EXERCISE REQUIREMENTS:
Pick out all lines of the entries that include the word "screenshot" and copy them.

Stored data entries:
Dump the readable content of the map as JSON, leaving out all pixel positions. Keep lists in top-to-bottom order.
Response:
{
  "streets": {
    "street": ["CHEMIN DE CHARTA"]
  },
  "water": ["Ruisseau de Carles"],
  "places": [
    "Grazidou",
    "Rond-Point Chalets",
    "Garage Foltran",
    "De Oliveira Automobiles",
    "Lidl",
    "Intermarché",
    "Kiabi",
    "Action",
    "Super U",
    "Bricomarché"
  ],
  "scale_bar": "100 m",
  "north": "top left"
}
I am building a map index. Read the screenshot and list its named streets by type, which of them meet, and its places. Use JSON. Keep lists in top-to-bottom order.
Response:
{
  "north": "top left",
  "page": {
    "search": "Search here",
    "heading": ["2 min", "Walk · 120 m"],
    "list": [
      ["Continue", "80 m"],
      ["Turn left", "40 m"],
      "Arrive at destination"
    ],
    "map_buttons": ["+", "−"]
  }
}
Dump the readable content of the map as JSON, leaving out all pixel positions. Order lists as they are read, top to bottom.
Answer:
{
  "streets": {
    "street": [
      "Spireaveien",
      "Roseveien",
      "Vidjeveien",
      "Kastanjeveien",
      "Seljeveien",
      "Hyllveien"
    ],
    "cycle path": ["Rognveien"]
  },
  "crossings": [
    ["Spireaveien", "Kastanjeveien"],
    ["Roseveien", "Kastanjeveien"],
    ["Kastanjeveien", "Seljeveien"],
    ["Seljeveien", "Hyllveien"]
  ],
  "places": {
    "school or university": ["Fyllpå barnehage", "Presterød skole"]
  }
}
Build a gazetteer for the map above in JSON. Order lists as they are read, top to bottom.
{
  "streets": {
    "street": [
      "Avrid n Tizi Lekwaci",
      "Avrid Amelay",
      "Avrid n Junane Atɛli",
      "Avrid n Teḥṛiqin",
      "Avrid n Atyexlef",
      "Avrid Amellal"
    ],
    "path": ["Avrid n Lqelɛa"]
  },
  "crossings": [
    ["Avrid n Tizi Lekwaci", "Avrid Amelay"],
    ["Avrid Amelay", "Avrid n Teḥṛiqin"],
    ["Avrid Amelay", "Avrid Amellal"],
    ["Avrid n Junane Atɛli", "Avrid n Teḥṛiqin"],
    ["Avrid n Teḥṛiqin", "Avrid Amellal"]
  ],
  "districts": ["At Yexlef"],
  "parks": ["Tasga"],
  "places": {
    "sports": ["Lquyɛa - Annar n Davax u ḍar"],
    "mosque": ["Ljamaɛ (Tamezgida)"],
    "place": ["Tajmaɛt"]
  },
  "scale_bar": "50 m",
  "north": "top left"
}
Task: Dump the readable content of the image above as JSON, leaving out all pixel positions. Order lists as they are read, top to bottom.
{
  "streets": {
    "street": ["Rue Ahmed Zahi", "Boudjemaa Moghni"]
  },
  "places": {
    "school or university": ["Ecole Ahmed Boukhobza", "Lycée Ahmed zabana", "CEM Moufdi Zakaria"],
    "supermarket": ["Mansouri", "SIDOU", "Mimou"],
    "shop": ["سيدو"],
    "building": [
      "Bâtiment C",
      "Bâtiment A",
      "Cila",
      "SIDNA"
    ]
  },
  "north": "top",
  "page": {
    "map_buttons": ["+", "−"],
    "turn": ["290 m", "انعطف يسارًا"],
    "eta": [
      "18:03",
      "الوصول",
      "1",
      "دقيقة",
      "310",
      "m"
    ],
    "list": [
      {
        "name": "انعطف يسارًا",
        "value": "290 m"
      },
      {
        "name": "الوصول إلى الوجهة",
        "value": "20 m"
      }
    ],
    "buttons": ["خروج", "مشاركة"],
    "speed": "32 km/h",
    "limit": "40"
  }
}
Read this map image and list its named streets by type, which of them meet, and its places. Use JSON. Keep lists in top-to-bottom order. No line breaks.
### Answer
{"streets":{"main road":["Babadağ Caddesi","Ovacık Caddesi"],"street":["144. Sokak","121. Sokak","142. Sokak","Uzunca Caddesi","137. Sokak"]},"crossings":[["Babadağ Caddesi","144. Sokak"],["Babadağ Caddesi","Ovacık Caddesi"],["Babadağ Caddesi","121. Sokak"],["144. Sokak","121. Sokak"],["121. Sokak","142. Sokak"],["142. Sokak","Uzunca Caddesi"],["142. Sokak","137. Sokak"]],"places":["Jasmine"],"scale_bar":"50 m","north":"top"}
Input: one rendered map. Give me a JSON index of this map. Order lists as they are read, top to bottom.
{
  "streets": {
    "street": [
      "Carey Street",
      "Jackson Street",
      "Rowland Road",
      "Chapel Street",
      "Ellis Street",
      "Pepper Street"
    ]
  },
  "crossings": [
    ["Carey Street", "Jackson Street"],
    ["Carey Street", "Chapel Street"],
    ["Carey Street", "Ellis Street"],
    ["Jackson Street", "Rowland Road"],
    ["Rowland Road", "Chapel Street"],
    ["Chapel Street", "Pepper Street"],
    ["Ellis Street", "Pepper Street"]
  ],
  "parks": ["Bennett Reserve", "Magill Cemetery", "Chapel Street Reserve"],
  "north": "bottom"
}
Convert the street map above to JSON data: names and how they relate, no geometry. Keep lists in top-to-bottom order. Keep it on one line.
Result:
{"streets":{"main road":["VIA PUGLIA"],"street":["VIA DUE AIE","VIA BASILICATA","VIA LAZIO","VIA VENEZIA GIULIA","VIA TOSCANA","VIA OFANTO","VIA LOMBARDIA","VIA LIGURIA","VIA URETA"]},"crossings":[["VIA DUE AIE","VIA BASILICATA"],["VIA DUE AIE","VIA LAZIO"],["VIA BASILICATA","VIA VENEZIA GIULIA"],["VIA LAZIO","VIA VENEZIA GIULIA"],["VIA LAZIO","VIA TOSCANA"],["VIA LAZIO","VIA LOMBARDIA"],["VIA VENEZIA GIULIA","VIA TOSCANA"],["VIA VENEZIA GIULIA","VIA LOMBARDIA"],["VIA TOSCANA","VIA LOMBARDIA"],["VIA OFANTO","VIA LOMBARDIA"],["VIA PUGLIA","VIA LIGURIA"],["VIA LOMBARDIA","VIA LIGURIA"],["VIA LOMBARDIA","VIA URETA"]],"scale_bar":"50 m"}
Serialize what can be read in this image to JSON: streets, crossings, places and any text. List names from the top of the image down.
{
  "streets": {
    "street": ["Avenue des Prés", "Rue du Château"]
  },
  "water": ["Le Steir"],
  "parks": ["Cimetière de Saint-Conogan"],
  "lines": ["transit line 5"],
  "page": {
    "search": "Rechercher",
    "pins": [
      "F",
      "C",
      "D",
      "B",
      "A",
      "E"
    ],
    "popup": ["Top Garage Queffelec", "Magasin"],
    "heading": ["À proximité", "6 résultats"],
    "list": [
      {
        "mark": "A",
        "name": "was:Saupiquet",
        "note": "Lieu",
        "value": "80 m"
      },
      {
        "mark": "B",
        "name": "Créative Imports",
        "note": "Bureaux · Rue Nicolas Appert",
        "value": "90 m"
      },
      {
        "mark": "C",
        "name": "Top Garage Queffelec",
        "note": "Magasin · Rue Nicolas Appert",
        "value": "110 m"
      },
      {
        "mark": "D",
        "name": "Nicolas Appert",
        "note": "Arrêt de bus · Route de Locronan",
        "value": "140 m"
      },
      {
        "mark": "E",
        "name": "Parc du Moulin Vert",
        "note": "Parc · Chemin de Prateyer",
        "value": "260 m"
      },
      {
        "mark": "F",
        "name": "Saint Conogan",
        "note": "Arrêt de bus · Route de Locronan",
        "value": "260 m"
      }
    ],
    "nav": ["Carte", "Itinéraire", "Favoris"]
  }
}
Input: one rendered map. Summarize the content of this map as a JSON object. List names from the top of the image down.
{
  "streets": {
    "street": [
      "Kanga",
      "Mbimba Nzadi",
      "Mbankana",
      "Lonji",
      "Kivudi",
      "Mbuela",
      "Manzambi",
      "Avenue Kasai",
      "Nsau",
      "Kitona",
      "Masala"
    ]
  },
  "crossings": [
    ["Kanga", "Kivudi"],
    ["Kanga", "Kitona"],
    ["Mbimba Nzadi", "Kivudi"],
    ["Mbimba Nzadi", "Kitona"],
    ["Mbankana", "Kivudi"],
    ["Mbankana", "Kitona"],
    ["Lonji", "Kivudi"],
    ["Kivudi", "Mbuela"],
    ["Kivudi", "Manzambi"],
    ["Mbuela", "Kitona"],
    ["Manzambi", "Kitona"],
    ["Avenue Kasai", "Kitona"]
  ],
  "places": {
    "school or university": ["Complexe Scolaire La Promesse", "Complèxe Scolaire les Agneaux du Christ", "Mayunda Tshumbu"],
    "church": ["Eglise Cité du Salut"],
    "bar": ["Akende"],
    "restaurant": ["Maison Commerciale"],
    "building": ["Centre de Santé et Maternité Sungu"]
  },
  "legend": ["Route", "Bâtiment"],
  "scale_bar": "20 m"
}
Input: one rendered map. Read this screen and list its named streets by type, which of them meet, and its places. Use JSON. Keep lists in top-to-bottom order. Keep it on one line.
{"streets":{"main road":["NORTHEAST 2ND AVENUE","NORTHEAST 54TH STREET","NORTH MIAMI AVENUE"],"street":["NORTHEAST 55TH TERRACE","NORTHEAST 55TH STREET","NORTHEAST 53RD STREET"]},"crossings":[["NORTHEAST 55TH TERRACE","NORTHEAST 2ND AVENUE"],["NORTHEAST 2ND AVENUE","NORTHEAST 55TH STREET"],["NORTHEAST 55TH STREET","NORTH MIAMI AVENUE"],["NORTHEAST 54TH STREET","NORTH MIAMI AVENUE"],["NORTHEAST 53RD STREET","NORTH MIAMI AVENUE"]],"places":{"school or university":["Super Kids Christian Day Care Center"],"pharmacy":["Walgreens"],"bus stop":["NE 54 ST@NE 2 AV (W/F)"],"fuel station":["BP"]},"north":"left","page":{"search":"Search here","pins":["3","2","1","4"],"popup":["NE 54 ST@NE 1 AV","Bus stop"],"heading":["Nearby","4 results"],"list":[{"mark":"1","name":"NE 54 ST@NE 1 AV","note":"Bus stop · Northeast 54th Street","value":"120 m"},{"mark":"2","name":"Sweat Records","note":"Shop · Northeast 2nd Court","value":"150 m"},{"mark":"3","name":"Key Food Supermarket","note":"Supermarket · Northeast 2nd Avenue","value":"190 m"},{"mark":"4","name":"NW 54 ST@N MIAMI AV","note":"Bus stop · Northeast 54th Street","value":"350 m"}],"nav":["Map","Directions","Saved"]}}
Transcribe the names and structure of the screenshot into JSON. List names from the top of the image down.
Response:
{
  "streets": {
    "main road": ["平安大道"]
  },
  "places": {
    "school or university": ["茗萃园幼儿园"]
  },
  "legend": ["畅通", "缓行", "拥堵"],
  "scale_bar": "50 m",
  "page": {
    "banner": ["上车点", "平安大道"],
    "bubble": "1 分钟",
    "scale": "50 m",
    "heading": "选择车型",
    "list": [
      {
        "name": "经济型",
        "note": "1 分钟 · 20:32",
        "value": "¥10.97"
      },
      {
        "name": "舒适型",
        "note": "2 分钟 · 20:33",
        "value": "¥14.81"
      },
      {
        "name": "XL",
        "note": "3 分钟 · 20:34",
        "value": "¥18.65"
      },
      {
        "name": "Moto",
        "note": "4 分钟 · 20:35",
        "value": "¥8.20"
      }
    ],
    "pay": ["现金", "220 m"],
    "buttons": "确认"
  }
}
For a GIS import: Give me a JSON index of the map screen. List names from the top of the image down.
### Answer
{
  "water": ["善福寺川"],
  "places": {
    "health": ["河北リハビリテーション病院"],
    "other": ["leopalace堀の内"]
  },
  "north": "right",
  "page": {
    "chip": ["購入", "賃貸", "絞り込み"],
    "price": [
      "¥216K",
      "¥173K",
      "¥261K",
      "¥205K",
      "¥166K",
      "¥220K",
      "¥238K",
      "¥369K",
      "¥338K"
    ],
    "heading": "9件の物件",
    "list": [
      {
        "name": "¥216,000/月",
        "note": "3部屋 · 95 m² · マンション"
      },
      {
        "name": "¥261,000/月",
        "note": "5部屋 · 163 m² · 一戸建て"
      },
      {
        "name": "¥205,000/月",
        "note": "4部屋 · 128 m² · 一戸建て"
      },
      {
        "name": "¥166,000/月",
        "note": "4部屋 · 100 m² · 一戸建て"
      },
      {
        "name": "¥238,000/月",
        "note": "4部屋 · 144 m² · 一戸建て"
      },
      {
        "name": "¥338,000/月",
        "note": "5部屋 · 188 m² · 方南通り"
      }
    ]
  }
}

FINISHED TASK:
I am building a map index. Read the screenshot and list its named streets by type, which of them meet, and its places. Use JSON. Keep lists in top-to-bottom order.
Transcribe the names and structure of the screenshot into JSON. List names from the top of the image down.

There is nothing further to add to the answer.